During World War II and Korea, Allied air strategies focused on targeting both the enemy’s willingness to fight and major industries supporting the war efforts.[8] The emphasis on offensive airpower has, at times, overshadowed the capabilities offered by a nation’s air defense. Ground-based air defenses (GBAD), combined with enemy fighter aircraft and environmental factors, enacted devastating losses to both aircraft and aircrew due to this fixation on offensive aerial warfare. Until the 1960s, the lack of a precise means to target ADS components effectively and repeatedly by air drove the need for surface components — land and naval forces — to occasionally engage these threats to air operations. During the first part of World War II, for instance, few aircrew could drop a bomb within five miles of a target.[9] Employing tactics that committed multiple bombs against strategic targets and their surrounding defenses increased the chances of inflicting damage but at the cost of potentially losing bombers from flak fired by air defense gunners. During the war in Korea, dive-bombing tactics increased accuracy and decreased the circle of error probable to hundreds of feet, but still at the cost of significant damage to many aircraft and restrictions on safe operating altitudes due to AAA positions across the theater.[10] The effectiveness of enemy air defenses drove changes to Allied employment strategies due to the heavy toll exacted on the aircraft needed to carry out the strategic bombing campaign at the heart of the joint campaign plan.

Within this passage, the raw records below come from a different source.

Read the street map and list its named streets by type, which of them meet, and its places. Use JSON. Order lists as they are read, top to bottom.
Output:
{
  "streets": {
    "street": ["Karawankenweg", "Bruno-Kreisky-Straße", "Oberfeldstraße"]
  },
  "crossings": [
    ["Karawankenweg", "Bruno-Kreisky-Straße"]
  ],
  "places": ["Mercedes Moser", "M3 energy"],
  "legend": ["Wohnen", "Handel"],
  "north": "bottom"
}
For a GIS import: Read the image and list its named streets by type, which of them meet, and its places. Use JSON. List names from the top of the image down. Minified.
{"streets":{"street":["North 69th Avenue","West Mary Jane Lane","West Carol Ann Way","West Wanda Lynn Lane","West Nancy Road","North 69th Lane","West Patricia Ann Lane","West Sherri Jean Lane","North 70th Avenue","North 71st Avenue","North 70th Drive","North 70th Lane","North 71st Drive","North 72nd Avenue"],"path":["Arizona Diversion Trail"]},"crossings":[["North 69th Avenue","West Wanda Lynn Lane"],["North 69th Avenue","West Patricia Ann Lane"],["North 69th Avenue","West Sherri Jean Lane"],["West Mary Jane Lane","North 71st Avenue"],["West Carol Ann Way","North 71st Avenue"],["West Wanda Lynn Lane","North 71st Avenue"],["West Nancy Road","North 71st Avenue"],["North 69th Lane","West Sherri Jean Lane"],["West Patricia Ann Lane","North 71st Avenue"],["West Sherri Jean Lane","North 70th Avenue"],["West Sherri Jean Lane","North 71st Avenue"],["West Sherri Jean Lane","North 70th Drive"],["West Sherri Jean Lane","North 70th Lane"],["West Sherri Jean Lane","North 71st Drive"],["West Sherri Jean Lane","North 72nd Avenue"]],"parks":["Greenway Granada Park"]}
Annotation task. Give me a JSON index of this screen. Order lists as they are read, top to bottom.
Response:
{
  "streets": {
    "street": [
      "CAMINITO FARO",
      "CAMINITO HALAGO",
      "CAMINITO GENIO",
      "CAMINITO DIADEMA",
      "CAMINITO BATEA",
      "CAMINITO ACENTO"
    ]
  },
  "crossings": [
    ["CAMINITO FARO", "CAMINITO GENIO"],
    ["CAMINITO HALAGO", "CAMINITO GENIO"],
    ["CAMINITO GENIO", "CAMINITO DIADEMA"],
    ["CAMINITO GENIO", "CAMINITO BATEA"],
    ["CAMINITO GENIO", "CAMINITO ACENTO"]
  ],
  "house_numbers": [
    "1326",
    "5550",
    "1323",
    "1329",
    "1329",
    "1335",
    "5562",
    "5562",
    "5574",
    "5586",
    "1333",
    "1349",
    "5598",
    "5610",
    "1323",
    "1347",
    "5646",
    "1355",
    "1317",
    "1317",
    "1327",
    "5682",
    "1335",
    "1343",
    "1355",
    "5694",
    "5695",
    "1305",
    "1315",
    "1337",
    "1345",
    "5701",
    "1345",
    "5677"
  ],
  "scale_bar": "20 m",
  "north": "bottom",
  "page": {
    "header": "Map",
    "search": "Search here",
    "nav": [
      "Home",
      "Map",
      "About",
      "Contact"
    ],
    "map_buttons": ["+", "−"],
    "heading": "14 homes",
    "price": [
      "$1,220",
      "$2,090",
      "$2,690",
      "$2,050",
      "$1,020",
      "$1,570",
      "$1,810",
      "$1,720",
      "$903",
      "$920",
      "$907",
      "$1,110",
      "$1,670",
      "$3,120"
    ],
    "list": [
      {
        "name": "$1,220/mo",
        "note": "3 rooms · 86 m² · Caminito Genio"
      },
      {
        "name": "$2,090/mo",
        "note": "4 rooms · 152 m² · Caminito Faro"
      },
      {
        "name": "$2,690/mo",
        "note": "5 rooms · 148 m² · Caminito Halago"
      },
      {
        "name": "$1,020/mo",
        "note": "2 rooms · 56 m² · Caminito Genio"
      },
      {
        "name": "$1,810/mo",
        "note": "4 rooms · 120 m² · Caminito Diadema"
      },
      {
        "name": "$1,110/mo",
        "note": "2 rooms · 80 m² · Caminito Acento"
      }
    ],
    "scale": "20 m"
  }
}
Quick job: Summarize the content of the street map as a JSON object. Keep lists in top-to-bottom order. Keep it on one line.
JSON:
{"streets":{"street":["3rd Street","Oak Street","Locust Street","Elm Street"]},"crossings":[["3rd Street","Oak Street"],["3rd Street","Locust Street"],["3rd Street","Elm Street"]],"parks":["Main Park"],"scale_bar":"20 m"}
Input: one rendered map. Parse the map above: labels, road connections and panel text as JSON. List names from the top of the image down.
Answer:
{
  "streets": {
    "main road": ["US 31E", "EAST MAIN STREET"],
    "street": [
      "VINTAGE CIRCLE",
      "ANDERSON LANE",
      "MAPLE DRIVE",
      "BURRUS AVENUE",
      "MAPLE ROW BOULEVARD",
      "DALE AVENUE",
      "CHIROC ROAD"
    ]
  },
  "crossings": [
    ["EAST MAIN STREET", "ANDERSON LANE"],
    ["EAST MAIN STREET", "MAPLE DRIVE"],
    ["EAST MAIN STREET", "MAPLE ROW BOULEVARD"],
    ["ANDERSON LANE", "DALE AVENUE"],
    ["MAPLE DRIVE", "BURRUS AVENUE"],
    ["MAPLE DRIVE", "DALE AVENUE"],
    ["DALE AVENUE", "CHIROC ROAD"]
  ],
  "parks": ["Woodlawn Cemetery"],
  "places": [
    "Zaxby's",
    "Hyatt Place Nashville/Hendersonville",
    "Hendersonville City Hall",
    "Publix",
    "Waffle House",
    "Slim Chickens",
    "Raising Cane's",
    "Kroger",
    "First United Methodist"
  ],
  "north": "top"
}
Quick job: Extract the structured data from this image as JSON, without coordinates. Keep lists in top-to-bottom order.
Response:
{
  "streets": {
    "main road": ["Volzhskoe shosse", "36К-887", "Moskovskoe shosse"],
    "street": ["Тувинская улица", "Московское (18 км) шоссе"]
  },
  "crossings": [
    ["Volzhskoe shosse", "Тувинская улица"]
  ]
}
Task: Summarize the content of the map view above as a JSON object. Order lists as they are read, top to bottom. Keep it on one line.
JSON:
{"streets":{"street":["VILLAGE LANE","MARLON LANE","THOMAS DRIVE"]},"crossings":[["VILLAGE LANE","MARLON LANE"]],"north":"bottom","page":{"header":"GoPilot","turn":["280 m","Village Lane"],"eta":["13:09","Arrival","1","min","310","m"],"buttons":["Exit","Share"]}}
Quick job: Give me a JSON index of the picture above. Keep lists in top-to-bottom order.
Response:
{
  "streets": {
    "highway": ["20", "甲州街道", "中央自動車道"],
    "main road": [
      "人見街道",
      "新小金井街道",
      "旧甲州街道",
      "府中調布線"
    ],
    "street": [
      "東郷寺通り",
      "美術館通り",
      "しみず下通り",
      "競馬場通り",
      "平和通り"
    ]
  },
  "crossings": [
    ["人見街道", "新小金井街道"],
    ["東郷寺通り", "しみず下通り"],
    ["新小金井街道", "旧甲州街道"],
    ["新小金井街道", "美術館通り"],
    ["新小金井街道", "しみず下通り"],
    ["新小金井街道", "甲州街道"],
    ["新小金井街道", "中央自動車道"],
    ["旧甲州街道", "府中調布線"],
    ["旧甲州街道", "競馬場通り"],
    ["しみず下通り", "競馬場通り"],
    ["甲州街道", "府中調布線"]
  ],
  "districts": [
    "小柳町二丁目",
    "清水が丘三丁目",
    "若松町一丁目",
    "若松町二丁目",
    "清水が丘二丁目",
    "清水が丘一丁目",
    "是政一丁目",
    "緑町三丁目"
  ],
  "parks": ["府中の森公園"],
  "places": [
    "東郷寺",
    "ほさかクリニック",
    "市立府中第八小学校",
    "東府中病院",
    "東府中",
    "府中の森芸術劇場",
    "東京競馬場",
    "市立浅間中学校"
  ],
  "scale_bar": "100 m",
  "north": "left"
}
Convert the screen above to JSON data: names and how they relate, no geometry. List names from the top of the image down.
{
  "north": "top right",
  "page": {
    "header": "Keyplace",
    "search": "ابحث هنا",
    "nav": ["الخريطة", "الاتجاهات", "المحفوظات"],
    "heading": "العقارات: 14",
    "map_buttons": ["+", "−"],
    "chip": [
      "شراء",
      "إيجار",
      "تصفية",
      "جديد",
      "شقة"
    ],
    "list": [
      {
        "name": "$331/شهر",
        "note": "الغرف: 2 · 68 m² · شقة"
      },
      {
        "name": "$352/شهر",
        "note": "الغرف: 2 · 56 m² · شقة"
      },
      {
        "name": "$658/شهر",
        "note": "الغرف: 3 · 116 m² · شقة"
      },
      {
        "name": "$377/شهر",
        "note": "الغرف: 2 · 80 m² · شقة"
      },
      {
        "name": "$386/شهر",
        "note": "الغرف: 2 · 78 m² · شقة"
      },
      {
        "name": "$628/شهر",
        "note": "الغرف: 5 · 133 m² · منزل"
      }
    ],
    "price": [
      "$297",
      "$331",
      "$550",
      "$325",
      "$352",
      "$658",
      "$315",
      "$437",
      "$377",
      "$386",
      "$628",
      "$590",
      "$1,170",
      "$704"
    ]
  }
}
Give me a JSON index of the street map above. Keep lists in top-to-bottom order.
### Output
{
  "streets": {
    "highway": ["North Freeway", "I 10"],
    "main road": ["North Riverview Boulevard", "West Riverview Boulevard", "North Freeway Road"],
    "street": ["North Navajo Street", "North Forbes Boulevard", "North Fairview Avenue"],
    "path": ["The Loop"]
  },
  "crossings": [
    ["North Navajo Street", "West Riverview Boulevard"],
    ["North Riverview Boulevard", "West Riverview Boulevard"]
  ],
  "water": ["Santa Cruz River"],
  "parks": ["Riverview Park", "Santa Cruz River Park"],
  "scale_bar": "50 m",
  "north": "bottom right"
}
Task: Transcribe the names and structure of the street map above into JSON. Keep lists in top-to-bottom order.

Control of the air aspires for the uncontested movement and action across either an entire theater or in a localized area, free from interference from both the fighters and ground-based systems that form part of the enemy’s ADS. More than fifty years after the widespread introduction of GBAD to warfare, the dedicated SEAD mission was born from the devastating losses incurred by the United States Air Force and Navy from Soviet-provided SAMs in North Vietnam. In 1965, a combination of technological advances led to effective aircraft-mounted radar warning receivers (RWR) that finally allowed for direct attacks on radars and SAMs.[11] While the fight for control of the air correctly focused on attacking fighter aircraft in both World Wars and Korea, GBAD weaponry continued to inflict punishing losses with a high cost in both aircraft lost and aircrew killed.[12] The development of the SEAD mission allowed for the targeting of every aspect of the ADS.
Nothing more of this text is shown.